Or will it? Perhaps the strongest argument against biofuels is that they simply replace one ecological problem with another. Humanity is already exerting tremendous pressure on the planet, largely because of agriculture. The UN’s Millennium Ecosystem Assessment, a landmark report authored by thousands of experts, found that over the last 50 years humanity has changed the planet’s ecosystems “more rapidly and extensively than in any comparable period of time in human history”. This has already led to a major loss of biodiversity, and at least 60% of the Earth’s ‘ecosystem services’ (things like freshwater, air purification, fisheries and so on) are being degraded or used unsustainably. In other words, humanity is already living far beyond its means – we are hitting the ecological buffers in many other areas apart from just global warming.

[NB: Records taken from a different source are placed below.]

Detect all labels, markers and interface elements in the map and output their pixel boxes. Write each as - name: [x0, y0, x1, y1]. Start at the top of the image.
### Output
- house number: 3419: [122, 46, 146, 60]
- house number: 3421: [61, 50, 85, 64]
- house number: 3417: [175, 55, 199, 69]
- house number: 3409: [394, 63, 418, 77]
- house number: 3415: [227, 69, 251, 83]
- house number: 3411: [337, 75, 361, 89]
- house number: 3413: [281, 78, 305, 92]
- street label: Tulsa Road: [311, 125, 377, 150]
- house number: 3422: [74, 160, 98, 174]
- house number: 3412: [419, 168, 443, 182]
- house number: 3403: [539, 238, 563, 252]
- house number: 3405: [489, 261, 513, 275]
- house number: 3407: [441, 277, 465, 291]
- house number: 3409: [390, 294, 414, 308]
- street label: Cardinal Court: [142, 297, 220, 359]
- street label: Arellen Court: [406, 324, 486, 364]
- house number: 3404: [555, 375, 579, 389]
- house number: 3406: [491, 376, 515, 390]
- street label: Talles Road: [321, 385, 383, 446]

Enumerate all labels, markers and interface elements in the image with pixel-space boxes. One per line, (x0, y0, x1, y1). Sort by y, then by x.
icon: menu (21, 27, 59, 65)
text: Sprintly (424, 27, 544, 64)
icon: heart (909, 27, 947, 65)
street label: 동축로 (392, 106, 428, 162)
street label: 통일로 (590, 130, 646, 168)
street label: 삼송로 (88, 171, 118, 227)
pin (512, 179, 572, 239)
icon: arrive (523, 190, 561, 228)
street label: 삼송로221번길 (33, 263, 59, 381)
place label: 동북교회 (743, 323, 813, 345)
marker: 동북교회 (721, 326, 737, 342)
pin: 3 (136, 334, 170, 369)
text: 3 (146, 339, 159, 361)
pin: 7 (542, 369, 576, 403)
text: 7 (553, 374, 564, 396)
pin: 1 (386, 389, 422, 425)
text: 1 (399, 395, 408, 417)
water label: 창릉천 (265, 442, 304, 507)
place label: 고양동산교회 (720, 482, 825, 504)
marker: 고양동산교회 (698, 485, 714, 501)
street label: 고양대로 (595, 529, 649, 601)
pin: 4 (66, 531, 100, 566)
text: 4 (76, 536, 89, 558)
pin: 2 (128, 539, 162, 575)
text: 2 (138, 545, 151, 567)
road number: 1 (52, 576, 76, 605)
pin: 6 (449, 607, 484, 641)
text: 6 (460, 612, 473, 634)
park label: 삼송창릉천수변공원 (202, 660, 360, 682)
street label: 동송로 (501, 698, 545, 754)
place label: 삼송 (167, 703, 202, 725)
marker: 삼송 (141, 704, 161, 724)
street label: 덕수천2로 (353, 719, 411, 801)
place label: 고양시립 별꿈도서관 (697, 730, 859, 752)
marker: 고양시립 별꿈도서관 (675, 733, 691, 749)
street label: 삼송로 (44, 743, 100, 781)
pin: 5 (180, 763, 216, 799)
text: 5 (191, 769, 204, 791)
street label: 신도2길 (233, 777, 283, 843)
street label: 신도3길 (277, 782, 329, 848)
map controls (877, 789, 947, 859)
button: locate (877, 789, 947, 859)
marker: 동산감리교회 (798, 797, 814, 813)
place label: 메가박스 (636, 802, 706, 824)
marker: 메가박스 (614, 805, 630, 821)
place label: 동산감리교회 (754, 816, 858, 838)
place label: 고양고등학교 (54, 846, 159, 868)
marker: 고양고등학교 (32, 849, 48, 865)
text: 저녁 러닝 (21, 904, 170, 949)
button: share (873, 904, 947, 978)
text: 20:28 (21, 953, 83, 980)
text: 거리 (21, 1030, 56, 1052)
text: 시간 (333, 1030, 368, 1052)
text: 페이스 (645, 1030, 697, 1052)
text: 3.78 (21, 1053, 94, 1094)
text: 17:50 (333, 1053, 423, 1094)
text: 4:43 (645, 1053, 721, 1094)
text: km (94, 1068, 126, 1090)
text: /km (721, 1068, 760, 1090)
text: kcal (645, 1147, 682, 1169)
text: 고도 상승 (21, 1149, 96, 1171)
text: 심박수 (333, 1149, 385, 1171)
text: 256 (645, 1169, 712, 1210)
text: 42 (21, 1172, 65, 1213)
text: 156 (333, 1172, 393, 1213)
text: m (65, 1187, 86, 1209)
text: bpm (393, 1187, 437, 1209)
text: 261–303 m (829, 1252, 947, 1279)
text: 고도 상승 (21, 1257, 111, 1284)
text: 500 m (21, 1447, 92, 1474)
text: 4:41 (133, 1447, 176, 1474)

Perhaps the strongest argument against biofuels is that they simply replace one ecological problem with another.

A large-scale shift towards biofuels – extracting fuel from the biosphere rather than underground – can only worsen the human agricultural pressure on ecosystems, as we shift from producing not just food but also fuel from increasingly scarce cultivable land. Some of the worst examples of biofuels causing the destruction of valuable ecosystems – such as the conversion of Indonesian tropical forests to palm oil plantations – are already well-known, thanks to vociferous campaigns by groups like Friends of the Earth and Biofuelwatch. Using palm oil for biodiesel production is little short of madness, even from a strictly climate change perspective – far more carbon is released when the forests are cleared (particularly when the peat underlying them is drained and burned) than will ever be clawed back through the replacement of fossil fuels. A similar equation applies on Amazonia, where the expansion of soya production (soya is another biodiesel feedstock) is also driving deforestation. Indonesia and Brazil are amongst the top ten carbon emitters in the world due to the degradation and destruction of their forests, thanks increasingly to biofuels.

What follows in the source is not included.